Action item —
Go through the material and pull out every line with the string "Order" in it.

Data supplied —
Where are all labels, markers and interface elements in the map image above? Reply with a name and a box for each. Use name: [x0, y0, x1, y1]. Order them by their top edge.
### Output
...
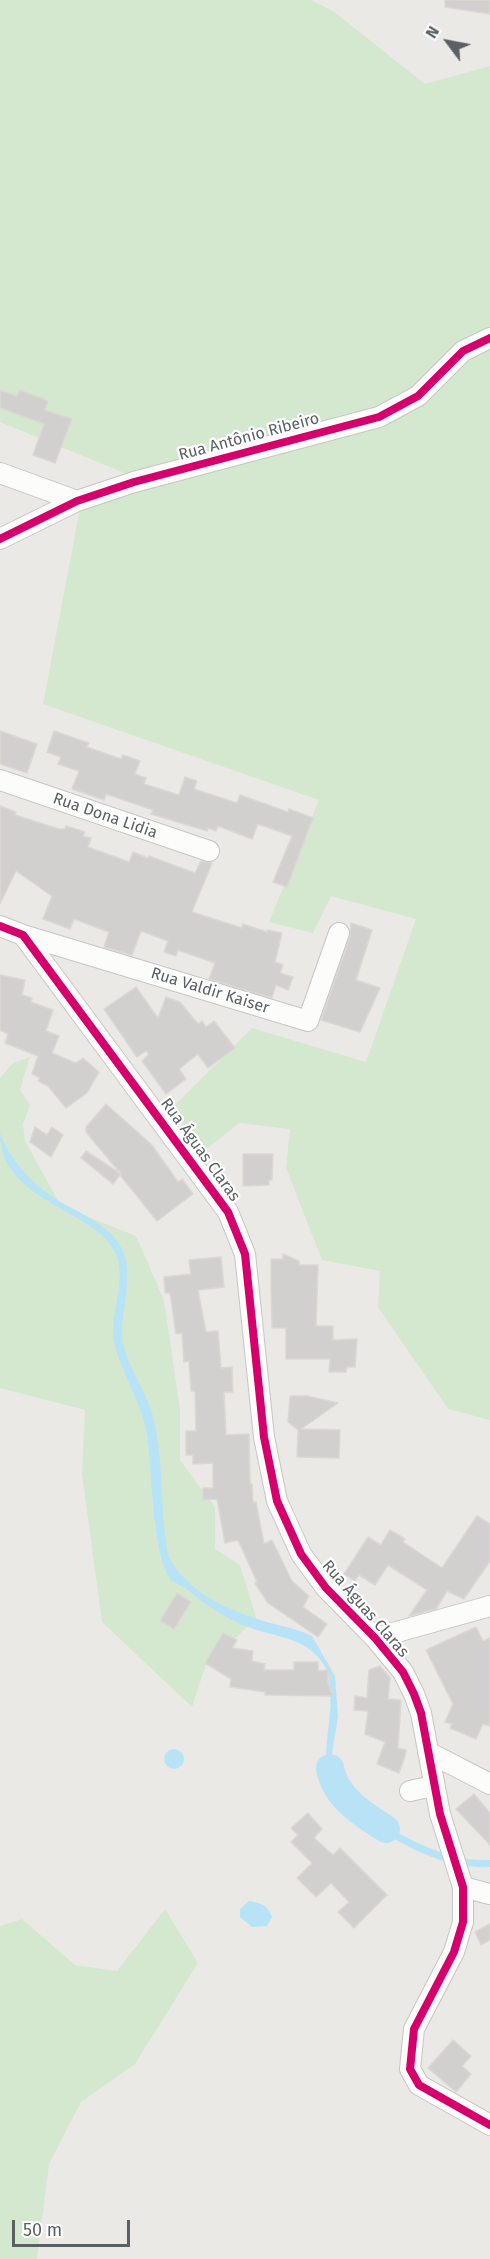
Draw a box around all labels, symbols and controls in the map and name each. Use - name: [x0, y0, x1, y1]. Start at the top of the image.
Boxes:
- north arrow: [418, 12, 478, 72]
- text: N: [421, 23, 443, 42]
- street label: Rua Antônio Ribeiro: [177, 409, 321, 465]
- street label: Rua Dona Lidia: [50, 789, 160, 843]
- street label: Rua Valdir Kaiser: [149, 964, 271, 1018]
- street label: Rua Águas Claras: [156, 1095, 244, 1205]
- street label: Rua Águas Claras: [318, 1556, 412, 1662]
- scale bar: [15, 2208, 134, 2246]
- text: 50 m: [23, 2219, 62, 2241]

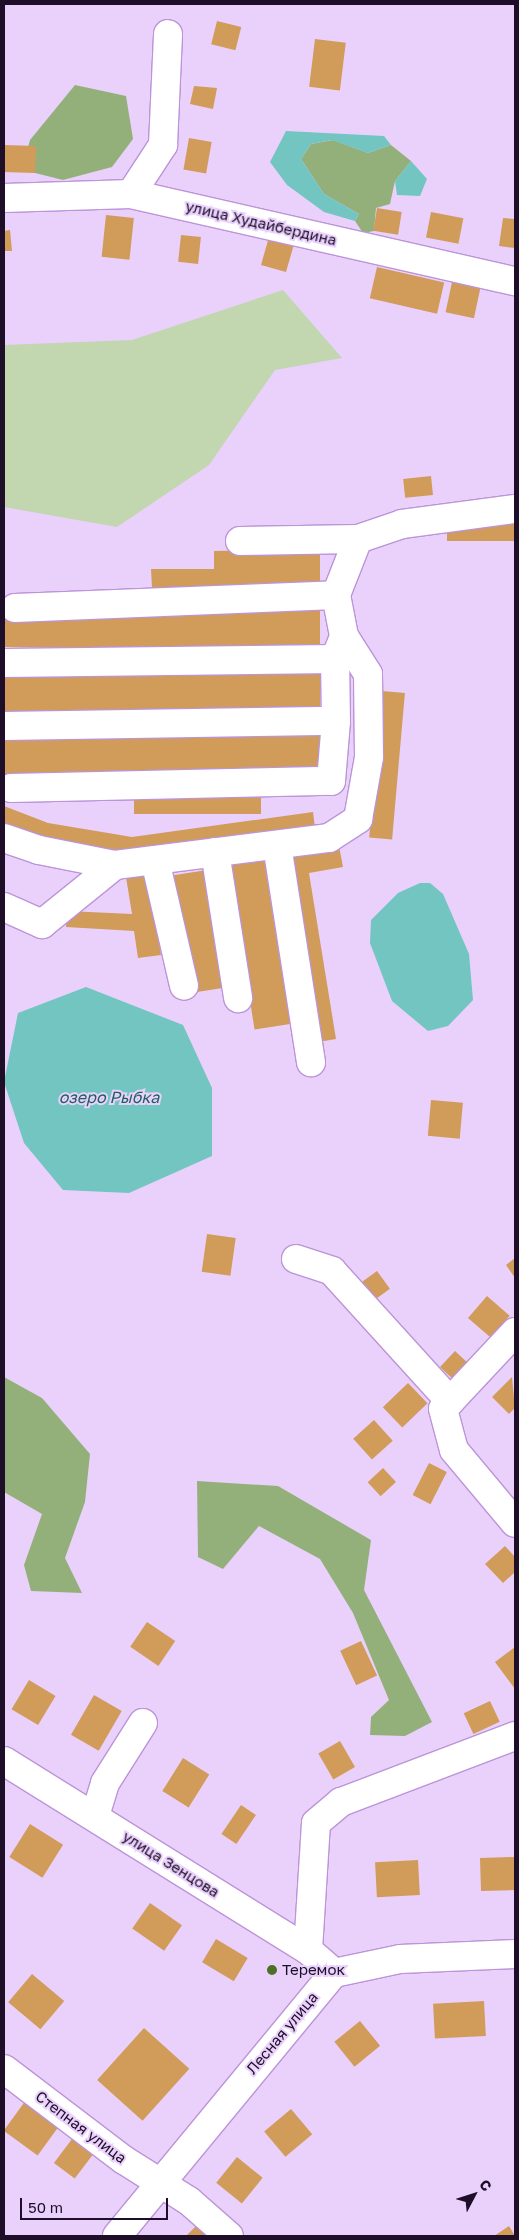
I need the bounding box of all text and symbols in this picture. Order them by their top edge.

Output of the exercise —
Where are all labels, markers and interface elements in the map image above? Reply with a name and a box for each. Use name: [x0, y0, x1, y1]. Order them by their top edge.
I need the bounding box of all text and symbols in this picture. Order them by their top edge.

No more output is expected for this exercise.